Investment Standards for Call Buyers
People who work in the stock market—including brokers who help investors to decide what to buy and sell—regularly offer advice on stocks. If a stockbroker, analyst, or financial planner is qualified, he or she may also offer advice on trading in options.
Smart Investor TipAnyone who wants to be involved with options will eventually realize that a broker's advice is unnecessary and could even get in the way of an efficient trading program.
- You need to develop your own expertise. The broker might not know as much about the market as you do. Just because someone has a license does not mean that he or she is an expert on all types of investments. In fact, due to the nature of the options market, you may want to become proficient at making your own options‐related decisions. In this case, you may wish to continue employing outside help for stock‐related decisions, but maintain direct control over options trading.
- You cannot expect on‐the‐job training as an options investor. Don't expect a broker to train you. Remember, brokers earn their living on commissions and placement of orders. That means their primary motive is to get clients to buy and to sell. Here again, you may depend on a broker's expertise when it comes to stocks; but you should not assume that the same broker is knowledgeable about options strategies or risks.
- There are no guarantees. Risk is found everywhere and in all markets. While it is true that call buying involves specific risk, this does not mean that buying stock is safe in comparison. You need to distinguish between risk levels for stocks and options. For stocks, your broker should be aware of how volatility in stocks matches with your risk levels; but options change the overall picture, and you need to separate stock and options risks, ignoring the tendency to think that there are any risk‐free investments using stocks, options, or the two together. The fact is, once you become comfortable with options trading, you are going to be less likely to depend on a broker for any advice. Options traders tend to think for themselves, and come to realize that they can operate without the services that come with paying full‐price commissions.

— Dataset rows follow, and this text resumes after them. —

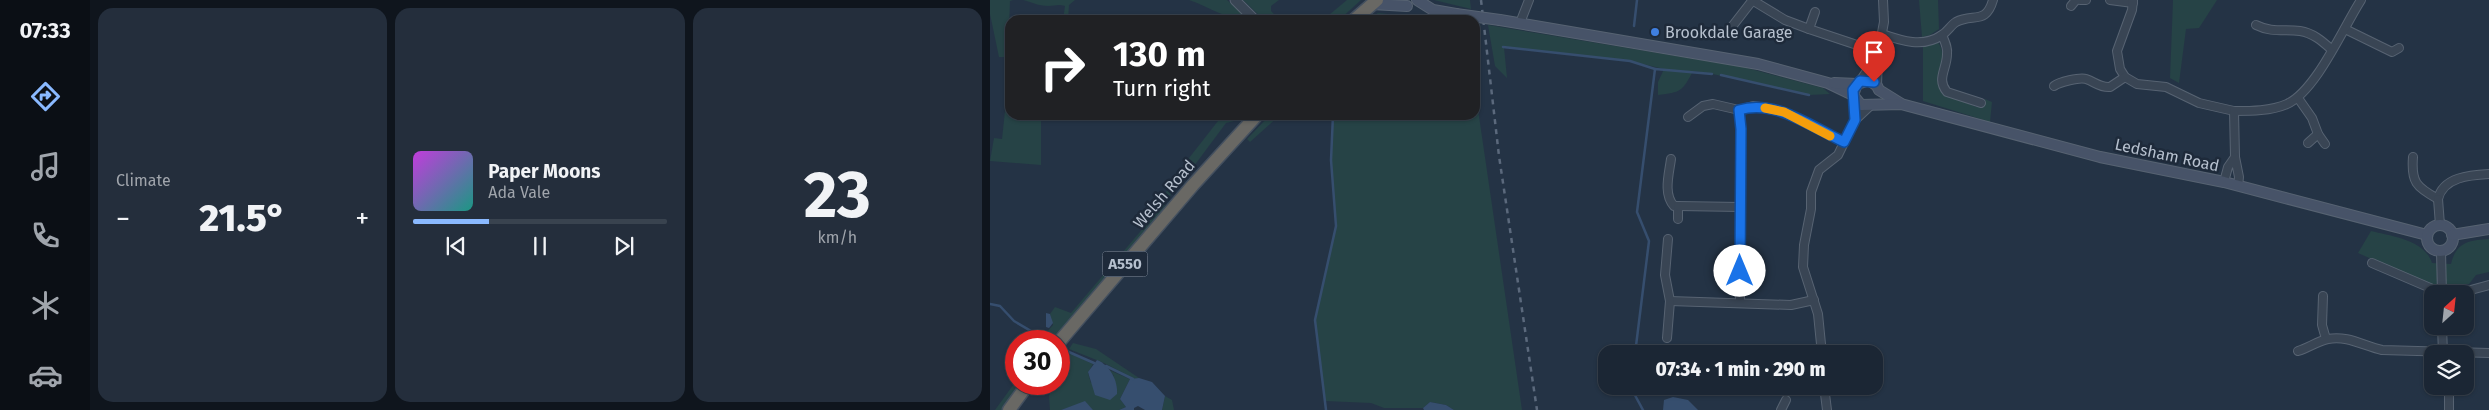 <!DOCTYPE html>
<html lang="en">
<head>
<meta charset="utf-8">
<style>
	:root { --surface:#1b2634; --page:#242e3c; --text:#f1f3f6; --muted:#a0a5ac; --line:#39434f; --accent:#8ab9ff }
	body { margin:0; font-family:"Fira Sans",sans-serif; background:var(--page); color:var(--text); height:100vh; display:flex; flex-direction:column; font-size:19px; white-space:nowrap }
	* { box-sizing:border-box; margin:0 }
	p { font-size:16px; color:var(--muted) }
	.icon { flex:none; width:28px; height:28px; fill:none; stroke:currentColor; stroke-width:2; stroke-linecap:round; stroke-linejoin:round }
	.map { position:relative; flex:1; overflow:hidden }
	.details { display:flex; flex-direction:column; gap:8px; padding:8px; background:#0f151d; width:900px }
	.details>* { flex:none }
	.guide { position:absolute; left:15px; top:15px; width:475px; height:105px; border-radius:15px; box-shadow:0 1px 4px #0004,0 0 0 1px var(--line); background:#202124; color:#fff; overflow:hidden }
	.needle { width:32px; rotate:27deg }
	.fabs { position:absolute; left:1434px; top:285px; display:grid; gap:10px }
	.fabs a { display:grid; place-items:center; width:50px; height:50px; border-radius:10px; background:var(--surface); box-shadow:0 1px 4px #0004,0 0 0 1px var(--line); font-size:25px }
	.speed { position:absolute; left:15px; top:330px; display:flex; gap:10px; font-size:25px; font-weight:700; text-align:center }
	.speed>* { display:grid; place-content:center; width:65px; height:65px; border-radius:50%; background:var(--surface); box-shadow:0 1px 4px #0004,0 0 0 1px var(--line); line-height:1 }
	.speed .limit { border:8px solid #d22; background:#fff; color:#111 }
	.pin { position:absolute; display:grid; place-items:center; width:42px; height:42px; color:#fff; margin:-51px -21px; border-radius:50% 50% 50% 0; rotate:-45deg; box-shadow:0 0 5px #0007 }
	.pin .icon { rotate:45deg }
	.me { position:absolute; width:55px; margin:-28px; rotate:0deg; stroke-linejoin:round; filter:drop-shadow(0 0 4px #0008) }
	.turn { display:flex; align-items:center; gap:18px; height:105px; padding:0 25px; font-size:22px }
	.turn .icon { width:65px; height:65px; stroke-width:2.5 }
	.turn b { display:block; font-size:35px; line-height:42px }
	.big { font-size:38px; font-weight:800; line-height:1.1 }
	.details .card { flex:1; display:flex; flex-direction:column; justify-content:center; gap:8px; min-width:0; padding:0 18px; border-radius:15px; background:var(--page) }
	.details .dial { align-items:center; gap:0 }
	.dial b { font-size:65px; line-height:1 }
	.song { display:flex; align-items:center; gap:15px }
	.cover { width:60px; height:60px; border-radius:8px; background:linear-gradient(135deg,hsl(290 70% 55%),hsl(170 70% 35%)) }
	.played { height:5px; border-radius:2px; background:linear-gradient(90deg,var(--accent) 30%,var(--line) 30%) }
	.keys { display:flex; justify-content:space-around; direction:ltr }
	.heat { display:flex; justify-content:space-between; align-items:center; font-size:28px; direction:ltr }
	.details .tiles { flex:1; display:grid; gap:8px; grid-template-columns:repeat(3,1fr) }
	.trip { position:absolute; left:608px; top:345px; width:285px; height:50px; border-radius:15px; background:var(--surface); box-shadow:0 1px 4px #0004,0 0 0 1px var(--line); font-weight:800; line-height:50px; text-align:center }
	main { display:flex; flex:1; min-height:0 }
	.dock { display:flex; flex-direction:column; width:90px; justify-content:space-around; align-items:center; background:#0b0f15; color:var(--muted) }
	.dock .icon { width:35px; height:35px }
	.dock .current { color:var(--accent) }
	.dock b { font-size:22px; color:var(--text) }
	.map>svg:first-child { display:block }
	.green { fill:#264346 }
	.water { fill:#364e6e }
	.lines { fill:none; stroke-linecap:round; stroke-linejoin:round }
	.stream { stroke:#364e6e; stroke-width:2.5 }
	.minor-casing { stroke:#576372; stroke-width:10 }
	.tertiary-casing { stroke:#576372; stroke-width:11 }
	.secondary-casing { stroke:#576372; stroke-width:12 }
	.trunk-casing { stroke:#44505f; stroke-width:15 }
	.minor { stroke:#394554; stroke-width:8 }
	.tertiary { stroke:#394554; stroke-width:9 }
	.secondary { stroke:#475368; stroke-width:10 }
	.trunk { stroke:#696864; stroke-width:12 }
	.rail { stroke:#5b697c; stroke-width:2.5; stroke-dasharray:5 5; stroke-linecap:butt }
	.secondary-bridge-casing { stroke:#576372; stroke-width:12; stroke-linecap:butt }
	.secondary-bridge { stroke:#475368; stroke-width:10 }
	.route-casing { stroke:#114b97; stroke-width:12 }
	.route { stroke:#1a73e8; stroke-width:9 }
	.slow { stroke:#f59e0b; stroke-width:9 }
	.shop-dot { fill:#3f7fe0; stroke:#1e2a3a; stroke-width:2 }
	.labels { text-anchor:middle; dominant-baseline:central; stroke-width:5; stroke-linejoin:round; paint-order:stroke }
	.shield { fill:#1e2a3a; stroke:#8893a2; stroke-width:1 }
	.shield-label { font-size:15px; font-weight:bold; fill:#b6c0ce }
	.poi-label { font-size:16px; fill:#b6c0ce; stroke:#1e2a3a; text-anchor:start }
	.street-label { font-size:16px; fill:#b6c0ce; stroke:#1e2a3a }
</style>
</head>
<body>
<main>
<nav class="dock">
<b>07:33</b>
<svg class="icon current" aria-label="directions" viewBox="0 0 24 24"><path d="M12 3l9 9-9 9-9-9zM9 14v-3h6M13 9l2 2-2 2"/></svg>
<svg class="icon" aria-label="music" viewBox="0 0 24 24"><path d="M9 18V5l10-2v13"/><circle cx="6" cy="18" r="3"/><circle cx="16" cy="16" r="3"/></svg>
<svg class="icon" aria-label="phone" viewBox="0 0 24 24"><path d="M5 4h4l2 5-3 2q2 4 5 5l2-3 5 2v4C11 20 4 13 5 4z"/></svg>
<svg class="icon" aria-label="climate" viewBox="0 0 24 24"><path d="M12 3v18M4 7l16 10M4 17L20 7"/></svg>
<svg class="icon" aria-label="car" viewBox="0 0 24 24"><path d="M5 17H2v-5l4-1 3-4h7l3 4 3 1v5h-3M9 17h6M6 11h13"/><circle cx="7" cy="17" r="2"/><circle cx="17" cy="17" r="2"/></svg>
</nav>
<section class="details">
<div class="tiles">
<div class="card"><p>Climate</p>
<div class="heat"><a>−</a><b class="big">21.5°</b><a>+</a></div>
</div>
<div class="card">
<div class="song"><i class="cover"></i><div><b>Paper Moons</b><p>Ada Vale</p></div></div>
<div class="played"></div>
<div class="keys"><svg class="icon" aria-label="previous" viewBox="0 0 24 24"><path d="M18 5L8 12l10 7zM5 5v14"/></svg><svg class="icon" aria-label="pause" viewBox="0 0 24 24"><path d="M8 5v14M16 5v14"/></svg><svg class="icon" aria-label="next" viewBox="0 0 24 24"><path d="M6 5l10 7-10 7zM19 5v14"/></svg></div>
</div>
<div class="card dial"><b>23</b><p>km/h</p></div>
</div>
</section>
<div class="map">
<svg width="1499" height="410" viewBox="0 0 1499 410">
	<rect width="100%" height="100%" fill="#243345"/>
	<g class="green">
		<polygon points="0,0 23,0 20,1 18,57 9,57 0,14"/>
		<path d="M 33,0 L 85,0 L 79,5 L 78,20 L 73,20 L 75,6 C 68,4 65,6 58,6 C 49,6 41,2 33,0 Z"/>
		<path d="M 199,0 L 237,0 L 259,20 C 238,20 219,7 199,0 Z"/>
		<polygon points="253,0 289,0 281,6 281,11 290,20 274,20"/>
		<polygon points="357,0 371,0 349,20 333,20"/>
		<polygon points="444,0 480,0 481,9"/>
		<polygon points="929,0 948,0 949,29 940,35 932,37"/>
		<polygon points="1183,0 1227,0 1209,28 1196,29 1189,83 1180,78"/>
		<polygon points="388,13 459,20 379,20"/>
		<path d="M 498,25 L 753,67 L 833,88 L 840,94 L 819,95 L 718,73 L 703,71 C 692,92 691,92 668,95 L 668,82 L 674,69 L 640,61 L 514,47 L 517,78 L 505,66 Z"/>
		<path d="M 947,41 C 960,57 944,73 951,91 L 986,107 L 990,107 L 995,99 L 1002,102 L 1000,122 L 933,101 L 933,47 Z"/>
		<polygon points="17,78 20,78 20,107 15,106"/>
		<polygon points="485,89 532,410 464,410 456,405 440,402 433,408 394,408 381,403 335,401 325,320 346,226 341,160 343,115 485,115"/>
		<polygon points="15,111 20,112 20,115 51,115 51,165 0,161 4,138 12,139"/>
		<polygon points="242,115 251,115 244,121 236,123 204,166 186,185 172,211 65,341 59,340 56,333 63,325 60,314 65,307 81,313 161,219 185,176 228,121 237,121"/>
		<polygon points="280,115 290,115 260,142 257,139"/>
		<path d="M 1381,231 C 1401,236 1435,240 1442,263 L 1461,264 C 1466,242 1480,240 1499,239 L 1499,272 L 1486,275 L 1479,284 L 1440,285 L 1368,253 Z"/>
		<polygon points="83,343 106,349 149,378 145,379 114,363 79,349"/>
		<polygon points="78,352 103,364 98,373 101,383 124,376 119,370 140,379 130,399 136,407 129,410 103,410 95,402 71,410 60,410 59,396 63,384 69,384 69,366"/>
		<polygon points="26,381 26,384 33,384 13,410 5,410"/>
		<polygon points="175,396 182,400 184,410 172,410"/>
	</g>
	<g class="water">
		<polygon points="56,313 60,314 63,323 59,328 56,327"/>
		<path d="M 107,360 C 120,365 128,381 127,394 L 120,400 L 105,395 L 98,372 Z"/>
		<polygon points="149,378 162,382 175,396 172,410 155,410 148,406 144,408 144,410 129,410 136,407 130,399 140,379"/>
		<polygon points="683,397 698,400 708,410 673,410 674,400"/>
		<polygon points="95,401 103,410 71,410"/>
		<polygon points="440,402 456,405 464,410 434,410 433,408"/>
	</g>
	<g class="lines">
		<g class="stream">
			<polyline points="644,26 647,0"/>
			<polyline points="513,47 640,61 665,69"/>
			<polyline points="731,75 819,95"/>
			<polyline points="0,304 10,306 24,321 58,341"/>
			<polyline points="72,349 104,363"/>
			<polyline points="645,354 659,241 647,212 665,69 722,74"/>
			<polyline points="116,366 143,379"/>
			<polyline points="640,386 653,410"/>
			<polyline points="336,410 325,320 346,226 341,160 343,115"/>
		</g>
		<defs>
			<g id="minor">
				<polyline points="762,0 795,20 819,29"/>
				<polyline points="1090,0 1096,0"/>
				<polyline points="1120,0 1143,3"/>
				<polyline points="1143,0 1142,10 1127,51 1130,69 1135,77 1147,84 1176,87 1209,103 1244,111"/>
				<polyline points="1081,6 1086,0"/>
				<polyline points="825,12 819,29 888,52"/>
				<polyline points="530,23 539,0"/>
				<path d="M 1266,25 C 1282,33 1294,29 1310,31 C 1323,33 1332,41 1341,49"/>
				<polyline points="1355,29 1402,52 1409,48"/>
				<polyline points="729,33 737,33 762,1"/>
				<path d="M 892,34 C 912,41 933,48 952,35 C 958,31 961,25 966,22 C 983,13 996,25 1003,0"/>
				<path d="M 952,35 C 955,42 958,48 957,54 C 957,69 946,79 957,92 L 991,103"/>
				<polyline points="870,81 887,56"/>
				<polyline points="887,86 888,54 894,22 893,0"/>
				<path d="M 1064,86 C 1069,82 1090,77 1096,79 C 1105,82 1110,88 1120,87 L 1135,77"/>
				<polyline points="1308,98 1322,118 1328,134 1335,144"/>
				<polyline points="864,99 865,120"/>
				<polyline points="749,110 751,129 750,303"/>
				<polyline points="698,117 713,106 723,104 749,110 763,106 778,108 794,112 854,142"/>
				<polyline points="1318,143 1328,134"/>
				<path d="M 1245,157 L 1244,111 C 1261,111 1281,111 1297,104 C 1326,91 1353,28 1371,0"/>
				<path d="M 1423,157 C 1421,182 1426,187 1448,199 C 1453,177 1480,175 1499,174"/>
				<path d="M 681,159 C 679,174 673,194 684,206 L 688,206 L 688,219"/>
				<polyline points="1234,182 1238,167 1245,157 1249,177 1248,186"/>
				<polyline points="1448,199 1450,225"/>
				<polyline points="688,206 750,207"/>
				<polyline points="1451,251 1452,294"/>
				<polyline points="1382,263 1452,293 1477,291 1499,285"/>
				<polyline points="1333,296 1332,325 1336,339"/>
				<polyline points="680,301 801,305 824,300"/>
				<polyline points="1452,326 1453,354"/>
				<polyline points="677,338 680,301 675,275 678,239"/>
				<path d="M 1308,351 C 1318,348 1328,341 1338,339 C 1357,335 1374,346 1392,350 L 1499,353"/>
				<polyline points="832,354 828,314 813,267 814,245 821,209 821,192 829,170 848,155 865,120 881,105"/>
				<polyline points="834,386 837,410"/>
				<polyline points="791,410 796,400"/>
				<polyline points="1459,410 1459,386"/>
			</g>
			<polyline id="tertiary" points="245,0 265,20"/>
			<g id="secondary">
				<polyline points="427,0 443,10 466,14"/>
				<polyline points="382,4 417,6"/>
				<polyline points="510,20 768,64 838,83 863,95"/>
				<polyline points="844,83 867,84 879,80 887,86 889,90 910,103"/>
				<polyline points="867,84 863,95 871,105 911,104 1110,157 1234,182 1437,235"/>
				<circle cx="1450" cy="238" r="13"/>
				<polyline points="1462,235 1499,229"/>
			</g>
			<g id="trunk">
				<polyline points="364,20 387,0"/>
				<polyline points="69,342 203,185 267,115"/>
				<polyline points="19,410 38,384"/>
			</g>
		</defs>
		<use href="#minor" class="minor-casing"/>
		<use href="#tertiary" class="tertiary-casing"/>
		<use href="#secondary" class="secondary-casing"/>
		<use href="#trunk" class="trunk-casing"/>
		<use href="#minor" class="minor"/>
		<use href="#tertiary" class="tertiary"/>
		<use href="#secondary" class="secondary"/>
		<use href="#trunk" class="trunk"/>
		<polyline class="rail" points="491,0 509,156 547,410"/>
		<defs>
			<polyline id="secondary-bridge" points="466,14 510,20"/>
		</defs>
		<use href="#secondary-bridge" class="secondary-bridge-casing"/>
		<use href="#secondary-bridge" class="secondary-bridge"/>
	</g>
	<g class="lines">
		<defs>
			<path id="route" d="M 750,271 L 751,129 L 749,110 C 786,99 822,127 854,142 L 865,120 L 863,90 L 870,81 L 884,82"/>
		</defs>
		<use href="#route" class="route-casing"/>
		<use href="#route" class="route"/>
		<polyline class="slow" points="775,108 794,112 840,136"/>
	</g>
	<circle class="shop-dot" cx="665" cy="32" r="5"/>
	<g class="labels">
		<rect class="shield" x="112.5" y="251.5" width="45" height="25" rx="4"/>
		<g class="shield-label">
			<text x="135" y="264">A550</text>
		</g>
		<g class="poi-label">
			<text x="675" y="32">Brookdale Garage</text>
		</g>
		<g class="street-label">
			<text transform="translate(1177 155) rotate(12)">Ledsham Road</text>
			<text transform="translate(174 194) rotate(-49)">Welsh Road</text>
		</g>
	</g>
</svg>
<div class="fabs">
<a><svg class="needle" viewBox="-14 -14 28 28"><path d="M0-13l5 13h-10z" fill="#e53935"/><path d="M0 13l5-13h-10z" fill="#a0a5ac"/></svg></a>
<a><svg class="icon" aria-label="layers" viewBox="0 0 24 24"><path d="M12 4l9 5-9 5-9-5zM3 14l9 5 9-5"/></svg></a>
</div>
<div class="speed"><div class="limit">30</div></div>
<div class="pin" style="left:884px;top:82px;background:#d93025"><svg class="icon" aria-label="arrive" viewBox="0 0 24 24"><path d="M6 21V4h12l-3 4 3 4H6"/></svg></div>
<svg class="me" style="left:750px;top:271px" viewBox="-20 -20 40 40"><circle r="19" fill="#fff"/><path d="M0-13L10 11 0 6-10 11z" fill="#1a73e8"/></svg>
<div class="trip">07:34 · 1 min · 290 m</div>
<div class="guide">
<div class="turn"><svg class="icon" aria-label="right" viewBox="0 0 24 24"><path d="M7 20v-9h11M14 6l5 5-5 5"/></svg><div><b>130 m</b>Turn right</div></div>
</div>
</div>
</main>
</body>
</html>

Some traders continue using brokers due to personal loyalty or a track record of exceptional advice. Whether you are seeking a broker or using one already, that broker should not give the same recommendations to everyone; advice should be matched to specific risk levels and experience. Brokers are required by law to ensure that you are qualified to invest in options. That means that you should have at least a minimal understanding of market risks, procedures, and terminology, and that you understand the risks associated with options. Brokers are required to apply a rule called know your customer. The brokerage firm has to ask you to complete a form that documents your knowledge or experience with options; firms also give out a prospectus, which is a document explaining all of the risks of option investing.
The investment standard for buying calls includes the requirement that you know how the market works and that you invest only funds that you can afford to have at risk. Beyond that, you have every right to decide for yourself how much risk you want to take. Ultimately, you are responsible for your own profits and losses in the market. The role of the broker is to document the fact that the right questions were asked before your money was taken and placed into the option. One of the most common mistakes made, especially by inexperienced investors, is to believe that brokers are responsible for providing guidance. They are not. However, they are required to make sure you know what you're doing before you proceed.